Let us make conclusion false and then try to make premises true . If we are able to make conclusion false and premises true then it is not a valid argument .

So , r->q = false means  r = True and q = False .

Now let us make premises true :

p = True

(p→q)∨(p∧(r→q)) = True , that means either p->q = T or (p∧(r→q)) = T .

Substituting p =T , q= F and r = T in this premise we get :

p->q = T -> F = False

(p∧(r→q)) = (T∧(T→F)) = T∧F = False

In Neither case , we are able to make this premise (p→q)∨(p∧(r→q)) as True .

Since , we are not able to make conclusion false and premises true therefore it is a valid argument i.e if the premises are true then conclusion must be true .
Hence , The conclusion (r→q) follows from the premises :p, (p→q)∨(p∧(r→q))
1 votes
1 votes
If we look at it carefully it is given that if premises are true then if r is true then q must be true.

We have data p is true and r is true(as we  want to prove it)

now we will try to prove that r implies q is not the solution.

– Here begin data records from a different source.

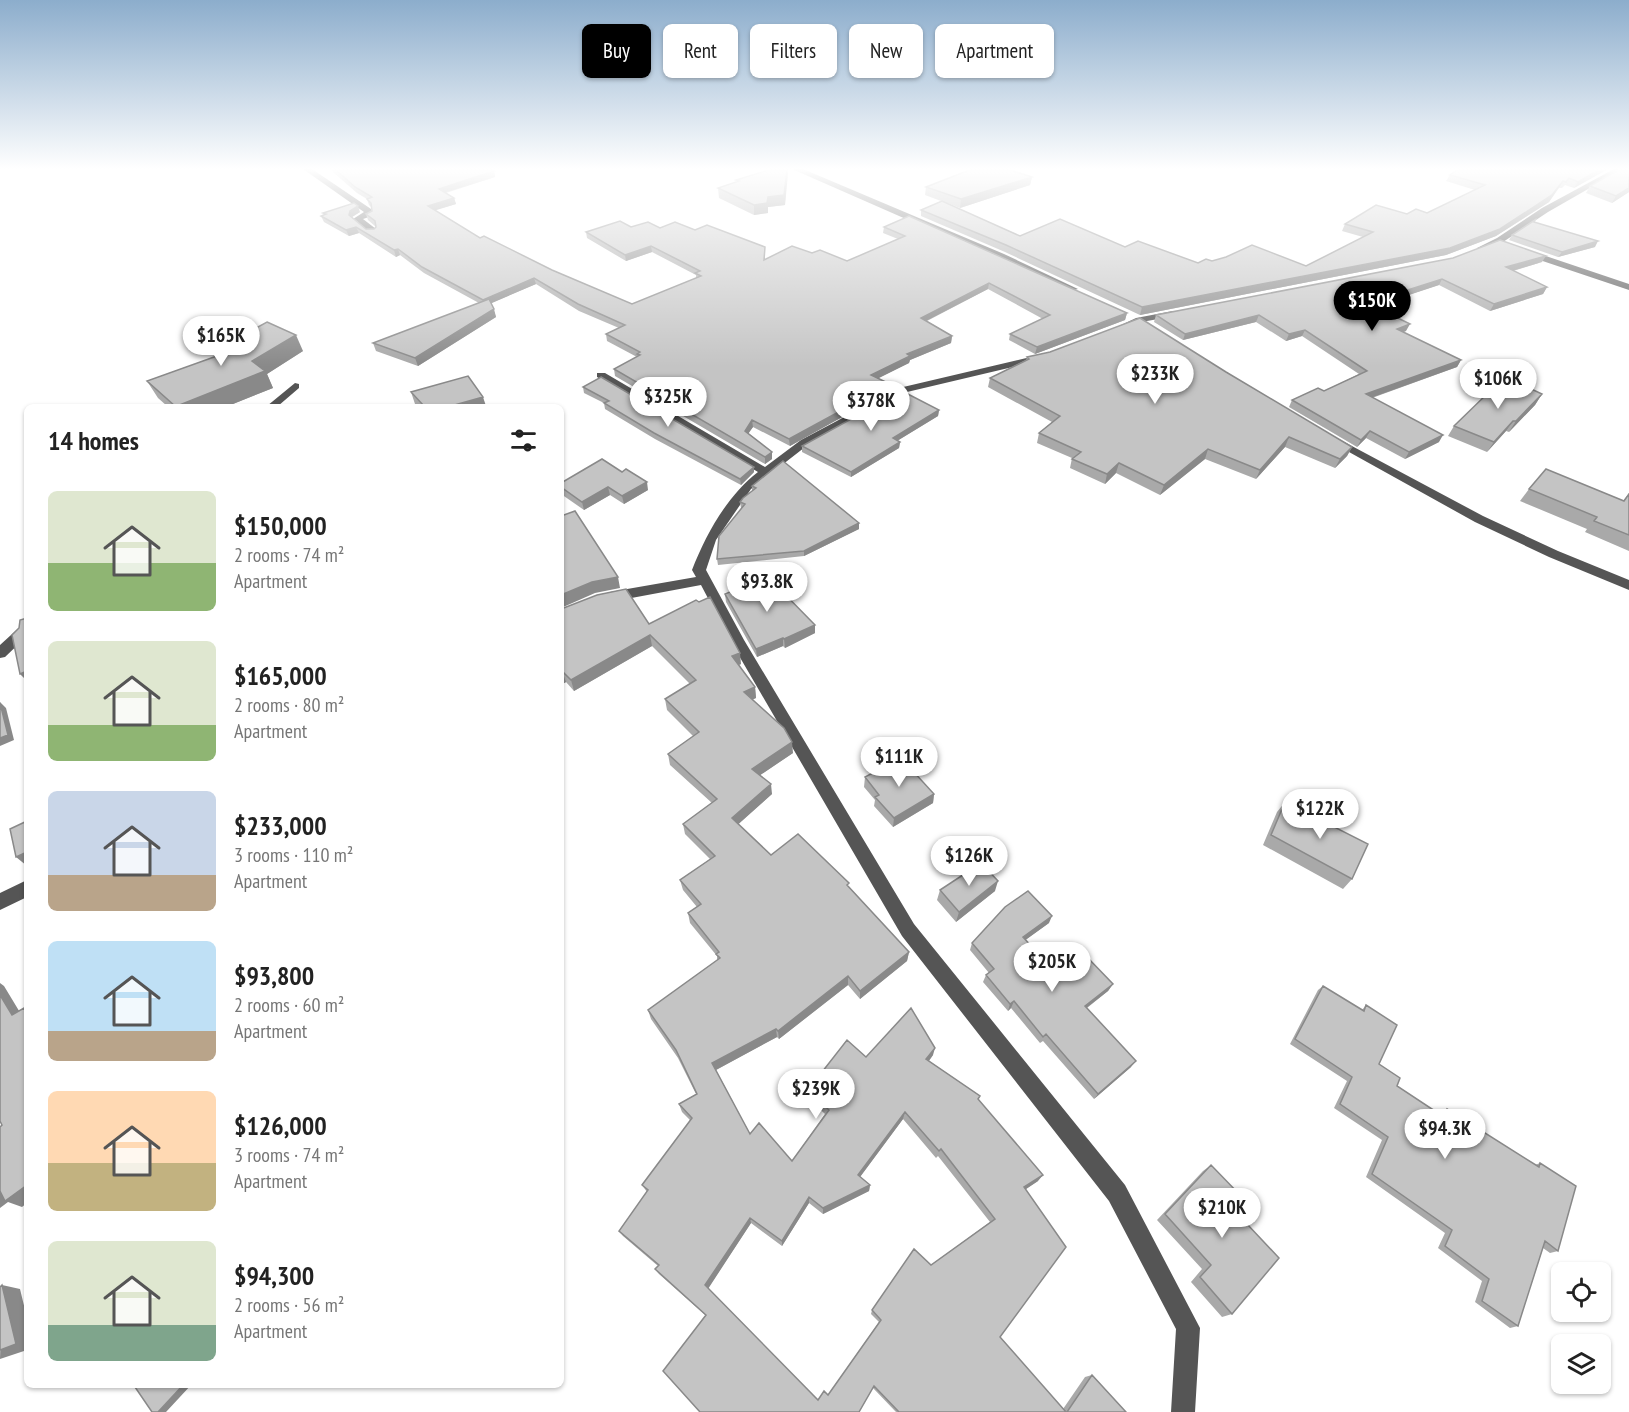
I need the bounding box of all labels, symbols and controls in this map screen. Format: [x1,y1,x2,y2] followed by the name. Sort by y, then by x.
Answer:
[582,24,651,78] chip: Buy
[663,24,738,78] chip: Rent
[750,24,837,78] chip: Filters
[849,24,923,78] chip: New
[935,24,1054,78] chip: Apartment
[1330,281,1414,332] pin: $150K
[1348,287,1396,313] text: $150K
[179,316,263,367] pin: $165K
[197,322,245,348] text: $165K
[1113,354,1197,405] pin: $233K
[1456,359,1540,410] pin: $106K
[1131,360,1179,386] text: $233K
[1474,365,1522,391] text: $106K
[626,377,710,428] pin: $325K
[829,381,913,432] pin: $378K
[644,383,692,409] text: $325K
[847,387,895,413] text: $378K
[48,424,139,457] text: 14 homes
[507,424,540,457] icon: filters
[234,509,327,542] text: $150,000
[96,515,168,587] icon: home
[234,542,344,568] text: 2 rooms · 74 m²
[718,562,816,613] pin: $93.8K
[234,568,307,594] text: Apartment
[741,568,793,594] text: $93.8K
[234,659,327,692] text: $165,000
[96,665,168,737] icon: home
[234,692,344,718] text: 2 rooms · 80 m²
[234,718,307,744] text: Apartment
[857,737,941,788] pin: $111K
[875,743,923,769] text: $111K
[1278,789,1362,840] pin: $122K
[1296,795,1344,821] text: $122K
[234,809,327,842] text: $233,000
[96,815,168,887] icon: home
[927,836,1011,887] pin: $126K
[234,842,353,868] text: 3 rooms · 110 m²
[945,842,993,868] text: $126K
[234,868,307,894] text: Apartment
[1010,942,1094,993] pin: $205K
[1028,948,1076,974] text: $205K
[234,959,314,992] text: $93,800
[96,965,168,1037] icon: home
[234,992,344,1018] text: 2 rooms · 60 m²
[234,1018,307,1044] text: Apartment
[774,1069,858,1120] pin: $239K
[792,1075,840,1101] text: $239K
[234,1109,327,1142] text: $126,000
[1396,1109,1494,1160] pin: $94.3K
[96,1115,168,1187] icon: home
[1419,1115,1471,1141] text: $94.3K
[234,1142,344,1168] text: 3 rooms · 74 m²
[234,1168,307,1194] text: Apartment
[1180,1188,1264,1239] pin: $210K
[1198,1194,1246,1220] text: $210K
[234,1259,314,1292] text: $94,300
[1551,1262,1611,1394] map controls
[1551,1262,1611,1322] button: locate
[96,1265,168,1337] icon: home
[234,1292,344,1318] text: 2 rooms · 56 m²
[234,1318,307,1344] text: Apartment
[1551,1334,1611,1394] button: layers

If you substitute p,r is true then truth value of second premise complete depend upon truth value of q. so it must be true and hence the conclusion.
0 votes
0 votes
Some n number of premises implies a conclusion means that, If all the n premises are true then conclusion is true as well.
 p  and (p→q)∨(p∧(r→q)) both premises will be true only for below truth value assignments
(p=T,r=F,q=T), (p=T,r=T,q=T), (p=T,r=F,q=F)

none of the above truth value assignments has r=T,q=F  hence , If both the premises(p  and (p→q)∨(p∧(r→q)) ) are true then  (r→q) is true as well.( Note: (r→q) is false for only r=T,q=F truth value assignment)
0 votes
0 votes
Can be done intuitively as follows:
We are given $p$ and we are given $(p→q)∨(p∧(r→q))$

If $p$ is true and $(p→q)∨(p∧(r→q))$ is true, it implies that either $q$ is true or $(r→q)$ is true.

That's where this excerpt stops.